O outro respondeu com um muxoxo enquanto tomava um novo gole de chope.
— Sabe quem costuma vir aqui?
— Não.
— O Alberto.
— Que Alberto?
— Aquele Alberto. O que queria ser santo.
Agora parava de olhar sem foco. O amigo havia capturado a sua atenção.
— Qual é o horário em que ele costuma aparecer?
— Por volta das seis.
— Hora do jantar?
— Exato.
— Ele sempre foi cheio de manias.
— Manias, não. Hábitos.
— Ele dizia que o hábito era uma segunda virtude, lembra-se?
— Lembro sim. Mas há alguma?
— O quê?
— Virtude.
— Não sei. Deve existir. Dizem que existe.
— Ele sempre dizia que existe.
— Tinha de dizer isso. Era o sustento dele.
— Você tem razão.
O amigo se aproximou da garçonete, uma senhora de uns cinqüenta anos, já macilenta.
— Querida, você sabe se o Alberto vem hoje?
— Provavelmente sim.
— Ele sempre vem aqui, não é?
— Claro. Todo o dia, o mesmo horário. Seis em ponto.
— Ele já está um pouco atrasado.
— Nada fora do comum.
— Você sabe se ele mora aqui por perto?
— Sim. Lá no pensionato da Angélica, virando a primeira depois da ponte.
— Muito obrigado, querida.
Voltou-se para quem estava ao seu lado, agora visivelmente ansioso:
— Quer ir lá?
— Para quê?
— Para acabar com a raça dele de uma vez por todas.
— Prefiro fazer isso em público.
— Não foi o que ele fez contigo.
— Bem, as circunstâncias mudaram.
— Mudaram nada.
— O que você quer? Que eu vá lá e dê um tiro na cabeça dele?
— Você já fez isso. Não seria um problema para a sua consciência.
— Você sabe que não tenho mais consciência.
— Sim, eu sei. A prisão tirou isso de você. E a culpa é desse filho-da-puta.
— Pode ser, não duvido. Mas parece que você está mais interessado do que eu.
— Claro que estou. Você foi para a prisão, mas poderia ter sido eu.

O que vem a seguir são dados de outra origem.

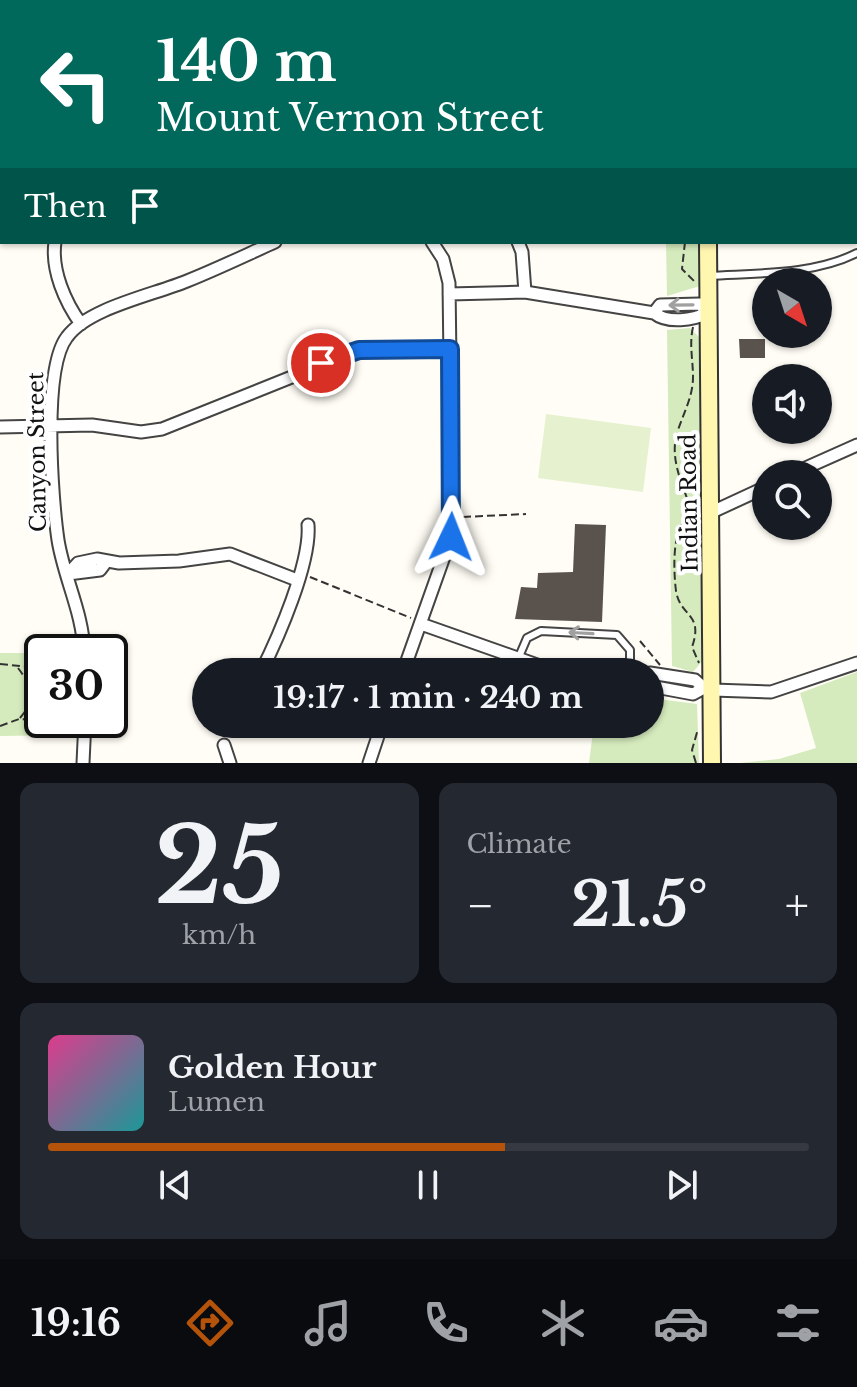 <!DOCTYPE html>
<meta charset="utf-8">
<style>
:root{--surface:#171b24;--page:#242831;--text:#f1f3f6;--muted:#9ea1a6;--line:#363941;--accent:#b45309}
body{margin:0;font-family:"Libre Baskerville",serif;background:var(--page);color:var(--text);height:100vh;display:flex;flex-direction:column;font-size:30px;white-space:nowrap}
*{box-sizing:border-box;margin:0}
p{font-size:26px;color:var(--muted)}
.icon{flex:none;width:44px;height:44px;fill:none;stroke:currentColor;stroke-width:2;stroke-linecap:round;stroke-linejoin:round}
.map{position:relative;height:763px;overflow:hidden}
.details{display:flex;flex-direction:column;gap:20px;padding:20px;background:#0d0f14;flex:1}
.details>*{flex:none}
.guide{position:absolute;left:0px;top:0px;width:858px;height:244px;box-shadow:0 2px 6px #0004;background:#00695c;color:#fff;overflow:hidden}
.needle{width:52px;rotate:141deg}
.fabs{position:absolute;left:752px;top:268px;display:grid;gap:16px}
.fabs a{display:grid;place-items:center;width:80px;height:80px;border-radius:50%;background:var(--surface);box-shadow:0 2px 6px #0004;font-size:40px}
.speed{position:absolute;left:24px;top:634px;display:flex;gap:16px;font-size:40px;font-weight:700;text-align:center}
.speed>*{display:grid;place-content:center;width:104px;height:104px;border-radius:50%;background:var(--surface);box-shadow:0 2px 6px #0004;line-height:1}
.speed .limit{border:4px solid #111;border-radius:12px;background:#fff;color:#111}
.pin{position:absolute;display:grid;place-items:center;width:68px;height:68px;color:#fff;margin:-34px;border:4px solid #fff;border-radius:50%;box-shadow:0 2px 8px #0007}
.me{position:absolute;width:88px;margin:-44px;rotate:2deg;stroke-linejoin:round;filter:drop-shadow(0 0 6px #0008)}
.turn{display:flex;align-items:center;gap:28px;height:168px;padding:0 24px;font-size:36px}
.turn .icon{width:104px;height:104px;stroke-width:2.5}
.turn b{display:block;font-size:56px;line-height:68px}
.then{display:flex;align-items:center;height:76px;padding:0 24px;background:#0003;gap:16px;font-size:30px}
.big{font-size:60px;font-weight:700;line-height:1.1}
.details .card{flex:1;display:flex;flex-direction:column;justify-content:center;gap:12px;min-width:0;padding:0 28px;border-radius:16px;background:var(--page)}
.details .dial{align-items:center;gap:0}
.dial b{font-size:104px;line-height:1}
.song{display:flex;align-items:center;gap:24px}
.cover{width:96px;height:96px;border-radius:12px;background:linear-gradient(135deg,hsl(330 70% 55%),hsl(180 70% 35%))}
.played{height:8px;border-radius:4px;background:linear-gradient(90deg,var(--accent) 60%,var(--line) 60%)}
.keys{display:flex;justify-content:space-around;direction:ltr}
.heat{display:flex;justify-content:space-between;align-items:center;font-size:44px;direction:ltr}
.details .tiles{flex:1;display:grid;gap:20px;grid-template-columns:1fr 1fr}
.card:last-child{grid-column:span 2}
.trip{position:absolute;left:192px;top:658px;width:472px;height:80px;border-radius:40px;background:var(--surface);box-shadow:0 2px 6px #0004;font-weight:700;line-height:80px;text-align:center}
.tabs{display:flex;height:128px;justify-content:space-around;align-items:center;background:#090b0e;color:var(--muted)}
.tabs .icon{width:56px;height:56px}
.tabs .active{color:var(--accent)}
.tabs b{font-size:36px;color:var(--text)}
.map>svg:first-child{display:block}
.green{fill:#d5ebbd}
.pitch{fill:#e6f2cf}
.building{fill:#5a524d}
.lines{fill:none;stroke-linecap:round;stroke-linejoin:round}
.lane-casing{stroke:#444;stroke-width:10}
.street-casing{stroke:#444;stroke-width:15}
.secondary-casing{stroke:#333;stroke-width:20}
.path{stroke:#333;stroke-width:2;stroke-dasharray:8 4;stroke-linecap:butt}
.lane{stroke:#fff;stroke-width:6}
.street{stroke:#fff;stroke-width:11}
.secondary{stroke:#fff6b0;stroke-width:16}
.oneway{stroke:#a0a0a0}
.route-casing{stroke:#114b97;stroke-width:20}
.route{stroke:#1a73e8;stroke-width:14}
.labels{text-anchor:middle;dominant-baseline:central;stroke-width:8;stroke-linejoin:round;paint-order:stroke}
.street-label{font-size:22px;fill:#111;stroke:#fff}
</style>
<div class="map">
<svg width="857" height="763" viewBox="0 0 857 763">
<rect width="100%" height="100%" fill="#fffdf5"/>
<!-- green -->
<path class="green" d="M666,242H700V286L667,296Z
M690,328L699,337L704,659L693,672L672,666L667,330Z
M0,653H42V720H73V735L0,736Z
M857,672V763H740L779,759L816,748L800,693Z
M650,698L697,704L699,763H589L594,724H650Z"/>
<!-- pitch -->
<path class="pitch" d="M546,414L651,428L643,492L538,478Z"/>
<!-- building -->
<path class="building" d="M739,339H765V358H740Z
M575,524L606,525L602,622L515,619L521,587L537,588L538,573L573,572Z"/>
<g class="lines">
<defs>
<path id="lane" d="M709,276C756,273 814,275 857,253
M518,659L527,638L541,631L617,635L630,650V672"/>
<path id="street" d="M459,0L460,2
M645,2L649,0
M55,242C51,270 65,302 81,324
M518,242L522,252L525,292
M449,294L525,292L654,313C668,324 693,320 708,313L700,304L660,305L654,313
M0,427L92,425L141,432L162,429L359,350L450,349
M792,474L857,445
M712,512L766,487
M68,574L78,563L97,559L119,563L179,561L230,554L297,580
M68,574L100,570L106,562
M421,624L557,672
M84,652C83,613 64,578 58,540C52,499 42,369 67,337C88,308 153,295 187,281C217,269 246,255 275,242
M261,672C278,638 311,563 308,525
M403,672L451,537L452,518L449,283L443,259L432,242
M650,673L695,680L704,688L713,690L771,692L857,663
M650,686L693,694L704,688
M224,745L230,763
M83,763L85,720
M369,763L382,724"/>
<path id="secondary" d="M705,0V2
M708,242L712,763"/>
</defs>
<!-- lane casing -->
<use href="#lane" class="lane-casing"/>
<!-- street casing -->
<use href="#street" class="street-casing"/>
<!-- secondary casing -->
<use href="#secondary" class="secondary-casing"/>
<!-- path -->
<path class="path" d="M681,2V0
M685,242L682,269L695,282
M693,327C689,345 693,359 693,377C693,399 681,417 676,437C671,461 682,483 689,504C686,515 681,523 678,534C673,549 674,575 676,591C680,617 704,613 692,647L699,663
M463,517L526,514
M310,577L411,618
M640,641L660,665
M0,664L42,668
M18,668C32,686 36,701 19,719
M0,726L19,719L42,720
M227,736L230,724
M696,763L692,750L698,729"/>
<!-- lane -->
<use href="#lane" class="lane"/>
<!-- street -->
<use href="#street" class="street"/>
<!-- secondary -->
<use href="#secondary" class="secondary"/>
</g>
<!-- one-way arrows -->
<defs><path id="oneway-shaft" d="M-6 0H5M1.5-3L5.5 0L1.5 3" fill="none" stroke-width="1.6" stroke-linecap="round" stroke-linejoin="round" transform="scale(2)"/></defs>
<g class="oneway">
<use href="#oneway-shaft" transform="translate(681 305) rotate(179)"/>
<use href="#oneway-shaft" transform="translate(581 633) rotate(-177)"/>
</g>
<g class="lines">
<defs>
<path id="route" d="M321,363L359,350L450,349L451,537"/>
</defs>
<!-- route casing -->
<use href="#route" class="route-casing"/>
<!-- route -->
<use href="#route" class="route"/>
</g>
<g class="labels">
<!-- street labels -->
<g class="street-label">
<text transform="translate(37 452) rotate(-91)">Canyon Street</text>
<text transform="translate(689 503) rotate(-91)">Indian Road</text>
</g>
</g>
</svg>
<div class="fabs">
<a><svg class="needle" viewBox="-14 -14 28 28"><path d="M0-13l5 13h-10z" fill="#e53935"/><path d="M0 13l5-13h-10z" fill="#9ea1a6"/></svg></a>
<a><svg class="icon" aria-label="sound" viewBox="0 0 24 24"><path d="M4 9h4l5-4v14l-5-4H4zM17 9q2 3 0 6"/></svg></a>
<a><svg class="icon" aria-label="search" viewBox="0 0 24 24"><circle cx="10" cy="10" r="6"/><path d="M15 15l6 6"/></svg></a>
</div>
<div class="speed"><div class="limit">30</div></div>
<div class="pin" style="left:321px;top:363px;background:#d93025"><svg class="icon" aria-label="arrive" viewBox="0 0 24 24"><path d="M6 21V4h12l-3 4 3 4H6"/></svg></div>
<svg class="me" style="left:451px;top:537px" viewBox="-20 -20 40 40"><path d="M0-17L14 15 0 8-14 15z" fill="#1a73e8" stroke="#fff" stroke-width="4"/></svg>
<div class="trip">19:17 · 1 min · 240 m</div>
<div class="guide">
<div class="turn"><svg class="icon" aria-label="left" viewBox="0 0 24 24"><path d="M17 20v-9H6M10 6l-5 5 5 5"/></svg><div><b>140 m</b>Mount Vernon Street</div></div>
<div class="then">Then<svg class="icon" aria-label="arrive" viewBox="0 0 24 24"><path d="M6 21V4h12l-3 4 3 4H6"/></svg></div>
</div>
</div>
<section class="details">
<div class="tiles">
<div class="card dial"><b>25</b><p>km/h</p></div>
<div class="card"><p>Climate</p>
<div class="heat"><a>−</a><b class="big">21.5°</b><a>+</a></div>
</div>
<div class="card">
<div class="song"><i class="cover"></i><div><b>Golden Hour</b><p>Lumen</p></div></div>
<div class="played"></div>
<div class="keys"><svg class="icon" aria-label="previous" viewBox="0 0 24 24"><path d="M18 5L8 12l10 7zM5 5v14"/></svg><svg class="icon" aria-label="pause" viewBox="0 0 24 24"><path d="M8 5v14M16 5v14"/></svg><svg class="icon" aria-label="next" viewBox="0 0 24 24"><path d="M6 5l10 7-10 7zM19 5v14"/></svg></div>
</div>
</div>
</section>
<nav class="tabs">
<b>19:16</b>
<svg class="icon active" aria-label="directions" viewBox="0 0 24 24"><path d="M12 3l9 9-9 9-9-9zM9 14v-3h6M13 9l2 2-2 2"/></svg>
<svg class="icon" aria-label="music" viewBox="0 0 24 24"><path d="M9 18V5l10-2v13"/><circle cx="6" cy="18" r="3"/><circle cx="16" cy="16" r="3"/></svg>
<svg class="icon" aria-label="phone" viewBox="0 0 24 24"><path d="M5 4h4l2 5-3 2q2 4 5 5l2-3 5 2v4C11 20 4 13 5 4z"/></svg>
<svg class="icon" aria-label="climate" viewBox="0 0 24 24"><path d="M12 3v18M4 7l16 10M4 17L20 7"/></svg>
<svg class="icon" aria-label="car" viewBox="0 0 24 24"><path d="M5 17H2v-5l4-1 3-4h7l3 4 3 1v5h-3M9 17h6M6 11h13"/><circle cx="7" cy="17" r="2"/><circle cx="17" cy="17" r="2"/></svg>
<svg class="icon" aria-label="filters" viewBox="0 0 24 24"><path d="M4 7h16M4 17h16"/><circle cx="9" cy="7" r="2"/><circle cx="15" cy="17" r="2"/></svg>
</nav>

— O que, afinal de contas, foi um bom negócio para você.
— Não começa…
— Não é verdade? Se não tivesse ido para a prisão, você não teria casado com a Amanda.
— Não posso mentir sobre isso. Você sabe que tem razão. Mas a culpa não foi minha.
— Sim, foi do Alberto. Já sabemos disso.
— E que tal irmos lá?
— Volto à pergunta: Para quê? E por quê?
— O cara te dedurou…
— Sim. E eu fui para a prisão. E você casou com a Amanda. Teve dois filhos com ela.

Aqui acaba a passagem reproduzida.